When I first heard of the explosion on the Deep water horizon, I thought very little of it. When the dead list came in, my ears pricked up and I thought,”This could be bigger than we think.” Soon after that we began to hear on the news that the rig had sank; then the BIG news hit on April 22nd when a oil slick began appearing on the surface around the area of the well.

This disaster, after being relinquished to a end of news program story now became the only story the media were focusing on. Soon, people realized that it was the blow-out preventer that had failed, and that this was the critical mechanism that could have prevented the entire oil leak and gas surge. The oil spill has been continuing at an increasing rate as BP and the US government try more desperate measure to contain the spill.
The oil disaster has had a critical effect on local tourism in the area of the Gulf, with oil slicks covering the coast, people just don’t want to visit these towns any more, and rightly so. I have sympathy for all of the business owners and workers who rely on the tourism industry for their livelihood, and however much I hope that they survive this crisis I know that some of these business’s have already shut and most likely more are to follow. The US governments response can be compared to that of the former administration’s response to Hurricane Katrina being over a much longer and more enhance time frame. Compared to this however, Hurricane Katrina was much less threatening to long scale species survival in the area as the major part of the disaster occurred within one week, thus the primary effects of the Hurricane only being short term and thus less threatening for overall bird numbers.
When you see hundreds of birds piling up on the beaches of the southern states you can’t help but feel sorry for them and even though the National Guard and many, many charities are doing a fantastic job thousands of birds are still dying of drowning or starvation. The significance of this event will be critical in the current administrations energy policy change and hopefully we can all benefit from a better, greener future from this.
But what this article really is about is the time frame for events. The time when all of the analyst’s believe that this can truly be stopped is in mid August; when the relief wells will allow for the leaking well to be plugged full with drilling fluid, blocking the flow and ending the short term disaster. However, the long term effects of this disaster are still going to be felt long into the future, with consequences stretching in long term estimates for decades. Some of these consequences are the inevitable change in energy policy which has come about directly from this disaster.

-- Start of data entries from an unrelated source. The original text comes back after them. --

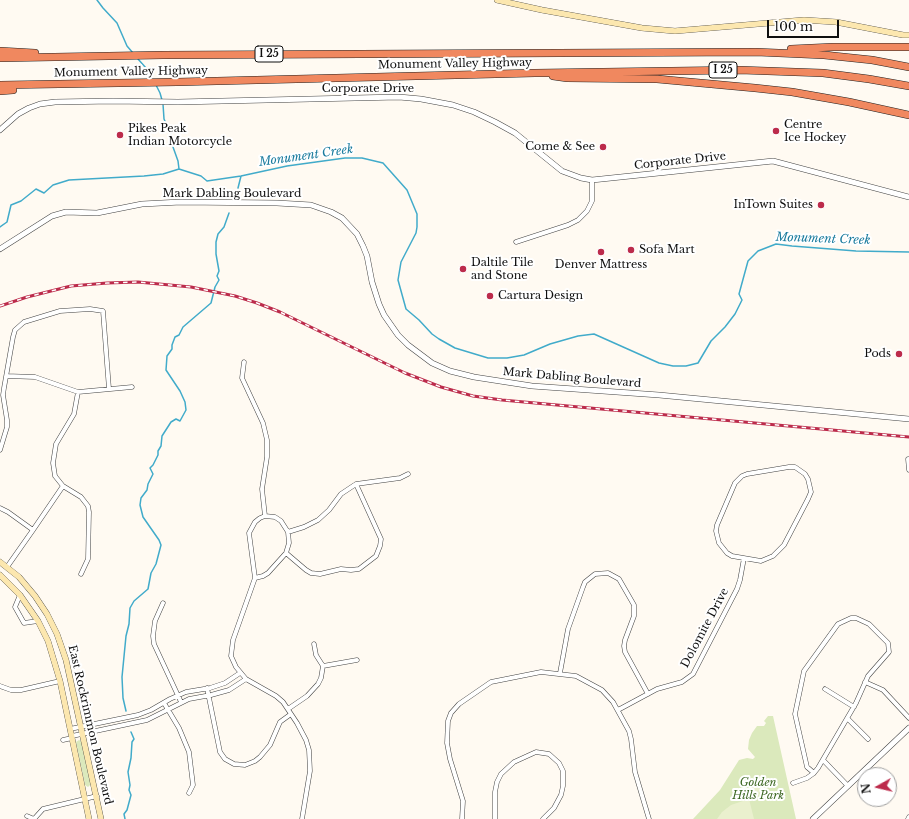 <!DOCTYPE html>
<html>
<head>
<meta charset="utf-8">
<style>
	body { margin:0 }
	#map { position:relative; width:909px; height:819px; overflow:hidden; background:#fffaf2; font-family:"Libre Baskerville",serif }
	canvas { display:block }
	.north { position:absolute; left:857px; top:767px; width:40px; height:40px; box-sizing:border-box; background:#fff; border:1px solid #9f9f9f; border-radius:50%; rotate:262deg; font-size:11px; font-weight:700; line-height:16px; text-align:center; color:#0f0f0f }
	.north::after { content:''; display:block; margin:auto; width:14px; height:18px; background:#bc2b4b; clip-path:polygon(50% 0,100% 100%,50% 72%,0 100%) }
	.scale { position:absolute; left:767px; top:20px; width:72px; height:18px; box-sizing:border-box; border:2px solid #0f0f0f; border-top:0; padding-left:5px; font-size:12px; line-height:14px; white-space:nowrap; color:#0f0f0f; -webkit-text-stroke:3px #fff; paint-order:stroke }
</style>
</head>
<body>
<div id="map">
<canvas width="909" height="819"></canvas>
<div class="north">N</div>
<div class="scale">100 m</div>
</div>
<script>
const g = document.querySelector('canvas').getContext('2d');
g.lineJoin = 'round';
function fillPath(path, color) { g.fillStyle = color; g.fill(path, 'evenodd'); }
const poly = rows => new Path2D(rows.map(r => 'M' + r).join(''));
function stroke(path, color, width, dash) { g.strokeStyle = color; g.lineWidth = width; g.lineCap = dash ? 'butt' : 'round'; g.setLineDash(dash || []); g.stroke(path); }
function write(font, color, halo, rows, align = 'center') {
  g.font = font + ' "Libre Baskerville",serif'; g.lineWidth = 4; g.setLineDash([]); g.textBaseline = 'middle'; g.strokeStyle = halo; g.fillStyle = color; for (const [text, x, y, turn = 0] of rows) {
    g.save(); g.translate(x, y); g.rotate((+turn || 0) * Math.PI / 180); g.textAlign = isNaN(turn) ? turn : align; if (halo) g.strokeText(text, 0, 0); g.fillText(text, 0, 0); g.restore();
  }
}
fillPath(poly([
	[768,716,773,716,796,819,693,819,720,790,739,760,747,758,753,759,755,757,748,749,749,740,752,733,757,726,764,726,766,723,764,721],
	[79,740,81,741,91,784,88,787,85,785,76,742]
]), '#dbe9bc');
fillPath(poly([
	[762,774,770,783,756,796,748,787],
	[749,799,754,819,717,819,722,812,731,805]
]), '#eaf0ce');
stroke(poly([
	[97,0,103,8,117,23,127,46,133,53],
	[138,59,146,68,152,80],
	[156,85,160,93,162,100],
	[163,104,164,119,172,137,173,147,178,161,179,169],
	[238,188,241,176],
	[0,227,7,222,11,205,21,201,36,189,44,193,53,185,69,180,144,176,163,174,179,169,201,176,207,181,241,176,287,166,345,158,362,158,383,163,407,190,417,214,417,227,416,233,401,262,398,280,406,309,419,320,432,334,439,339,455,348,488,358,507,358,524,355,550,344,578,336,594,334,659,363,673,366,686,366,698,363,711,341,725,327,735,314,742,300,739,294,748,261,758,251,776,244,792,246,856,251,909,252],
	[126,711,123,698,122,677,126,636,129,624,130,608,134,601,148,589,151,573,156,564,161,545,159,540,143,517,140,505,141,498,147,490,148,484,153,474,150,468,153,465,158,455,158,451,161,446,162,436,171,422,176,419,180,421,186,410,185,402,180,391,166,370,167,356,172,349,172,345,175,337,179,335,183,327,211,303,215,287,219,280,217,276,219,271,216,254,216,242,218,234,224,227,229,213],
	[125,819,124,814,127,810,131,795,129,790,130,785,128,772,131,758,132,742,134,739,131,732]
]), '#41abca', 1.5);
const minor = poly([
	[516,242,568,225,578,220,587,211,592,201,592,180],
	[244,362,242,378,263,423,267,440,267,457,262,489,265,516],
	[6,376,35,377,78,392,132,387],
	[78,392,74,414,56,444,53,463,55,476,63,486,81,497,88,506,89,512,88,559,81,574],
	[0,450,7,427,7,420,3,395,4,388,13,337,15,330,24,322,60,311,90,309,103,311,109,389],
	[909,459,908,459,909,470],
	[789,467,795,467,805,474,808,479,811,492,808,499,784,545,773,556,761,561,732,556,727,553,719,543,716,531,717,525,735,483,742,476,747,474,789,467],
	[0,508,8,512,33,530],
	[288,532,304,527,318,520,329,510,341,494,356,484,400,478,408,474],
	[286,553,306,570,311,573,320,574,341,569,351,570,359,569,376,556,380,546,381,539,356,484],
	[7,567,33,530,63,486],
	[255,578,263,576,268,573,286,553,289,543,288,532,281,521,275,517,265,516,260,518,255,522,249,533,255,578,233,640,231,656,236,667,246,679,276,696,283,702,297,723,306,740,309,750,310,771,302,819],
	[20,595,15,607,24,623,38,621],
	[163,603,155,621,153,636,154,644,181,702],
	[323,666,357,660],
	[560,673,568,629,583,587,585,582,595,574,608,573,619,579,634,605,634,616,625,640,624,646,625,652,648,694],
	[865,682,883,690,909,718],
	[0,686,11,690,21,690,60,681],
	[207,688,220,752,225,759,234,764,245,765,255,761,260,757,270,745,280,722,291,714],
	[825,689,854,707],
	[164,703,179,728,189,752,193,785,189,793],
	[288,709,307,696,318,684,321,678,323,666,316,655,314,644],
	[618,710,657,689,682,682,693,674,737,589,740,580,744,558],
	[848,719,868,739],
	[70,729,138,715,151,710,170,699,186,692,210,688,225,683,240,673],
	[72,736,147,720,189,699,211,695,229,690,246,679],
	[63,740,72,738],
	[823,760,848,786],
	[793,783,807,778,814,773,818,768,856,703,868,676,889,652,888,643,869,624,856,618,851,618,838,624,804,671,795,714,807,767,814,773],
	[27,816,34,819],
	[34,819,43,809,97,796],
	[462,819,463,801,450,759,447,743,448,721,451,713,459,704,491,682,541,672,576,676,602,690,613,702,629,731,631,739,635,772,649,819],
	[495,819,495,792,497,782,501,774,514,762,536,752,549,754,559,763,563,771,563,786,561,795,554,808,543,819],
	[908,819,909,817]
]);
const tertiary = poly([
	[0,130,18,114,29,108,40,104,55,102,113,101,178,102,399,97,421,99,453,105,474,112,495,122,515,133,562,171,581,178,592,180,773,161,909,197],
	[0,249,52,216,66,212,97,213,142,204,181,202,277,203,311,205,331,212,342,218,357,234,363,246,367,256,372,282,379,304,384,315,398,335,408,345,432,363,450,371,474,377,532,386,659,395,909,419],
	[813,819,909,728]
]);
const secondary = poly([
	[497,0,542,10,642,28,675,31,804,20,836,22,903,35,909,35],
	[0,562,19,577,35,596,47,614,57,634,66,660,101,819],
	[0,575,20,595,38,621,48,641,60,681,89,819]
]);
const motorway = poly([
	[791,49,833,47,909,47],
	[0,51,35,53],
	[0,58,163,55,756,52,824,55,872,60,909,67],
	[553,76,567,78,657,79,755,88,792,92,849,102,909,115],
	[0,85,177,82,535,73,740,70,823,73,869,79,909,86],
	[0,91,13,90]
]);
stroke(minor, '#424242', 5);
stroke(tertiary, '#424242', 6);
stroke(secondary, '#313131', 6);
stroke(motorway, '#202020', 8);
stroke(minor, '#fff', 4);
stroke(tertiary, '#fff', 5);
stroke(secondary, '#fce7af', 5.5);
stroke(motorway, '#f0885f', 7);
const rail = poly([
	[0,306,27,297,71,286,107,283,138,282,191,287,235,296,257,303,280,312,405,373,441,387,473,396,502,400,909,437]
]);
stroke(rail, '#bc2b4b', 3);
stroke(rail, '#fff', 1.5, [4.5]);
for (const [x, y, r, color] of [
	[776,131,4,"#bc2b4b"],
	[120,135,4,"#bc2b4b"],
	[603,147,4,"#bc2b4b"],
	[821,205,4,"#bc2b4b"],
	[631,250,4,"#bc2b4b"],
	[601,252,4,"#bc2b4b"],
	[463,269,4,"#bc2b4b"],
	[490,296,4,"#bc2b4b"],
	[899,354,4,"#bc2b4b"]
]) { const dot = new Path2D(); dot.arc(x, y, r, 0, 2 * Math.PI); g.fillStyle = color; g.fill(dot); stroke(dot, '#fff', 1.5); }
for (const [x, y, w] of [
	[269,54,28],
	[723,70,28]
]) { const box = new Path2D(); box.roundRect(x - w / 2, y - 8, w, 16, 3); g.fillStyle = '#fff'; g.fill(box); stroke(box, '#0f0f0f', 1); }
write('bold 10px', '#0f0f0f', null, [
	["I 25",269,54],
	["I 25",723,70]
]);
write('11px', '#0f0f0f', '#fff', [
	["Monument Valley Highway",455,64,-1],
	["Monument Valley Highway",131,72,-1],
	["Corporate Drive",368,89],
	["Corporate Drive",680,161,-6],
	["Mark Dabling Boulevard",232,194],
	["Mark Dabling Boulevard",572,378,5],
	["Dolomite Drive",705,628,-62],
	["East Rockrimmon Boulevard",90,725,77]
]);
write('11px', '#0f0f0f', '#fff', [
	["Centre",784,125],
	["Ice Hockey",784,138],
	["Pikes Peak",128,129],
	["Indian Motorcycle",128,142],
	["Come & See",595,147,"right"],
	["InTown Suites",813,205,"right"],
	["Sofa Mart",639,250],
	["Daltile Tile",471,263],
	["and Stone",471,276],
	["Denver Mattress",601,265,"center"],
	["Cartura Design",498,296],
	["Pods",891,354,"right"]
], 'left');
write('italic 11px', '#3b6621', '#fff', [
	["Golden",758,783],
	["Hills Park",758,796]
]);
write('italic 12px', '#1b7c9e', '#fff', [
	["Monument Creek",306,156,-8],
	["Monument Creek",823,239,2]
]);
</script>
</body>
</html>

The new energy policy will have a dramatic and long lasting affect on the way the US conducts itself in the world of Oil and possibly in other fossil fuels. Many of the other economic consequences are too numerous to list here, but the plight of the tourism industry in all of the seaside resorts and towns will be a critical test for this administration. Could we see a bail out of the tourism industry like we saw of the banks? Unlikely, as we are still recovering from the largest economic crisis in decades, the administration want to cut down costs and so won’t fund another bail out. Although this is unlikely, I believe that the long term future of the tourism industry in these areas is at stake, and if they don’t get back on their feet after this disaster; then they could potentially create a huge rate of unemployment and crime.
What you have to take away from this article is this; the future is not safe for many of the thousands of animals threatened by the oil. The long term effects on the tourism industry in the Gulf is disastrous; and that BP and the administration are doing all that is possible to stem, stop and contain the oil. People are going to be angry, but maybe, just maybe, America can gain from this; through a new energy policy for a brighter future.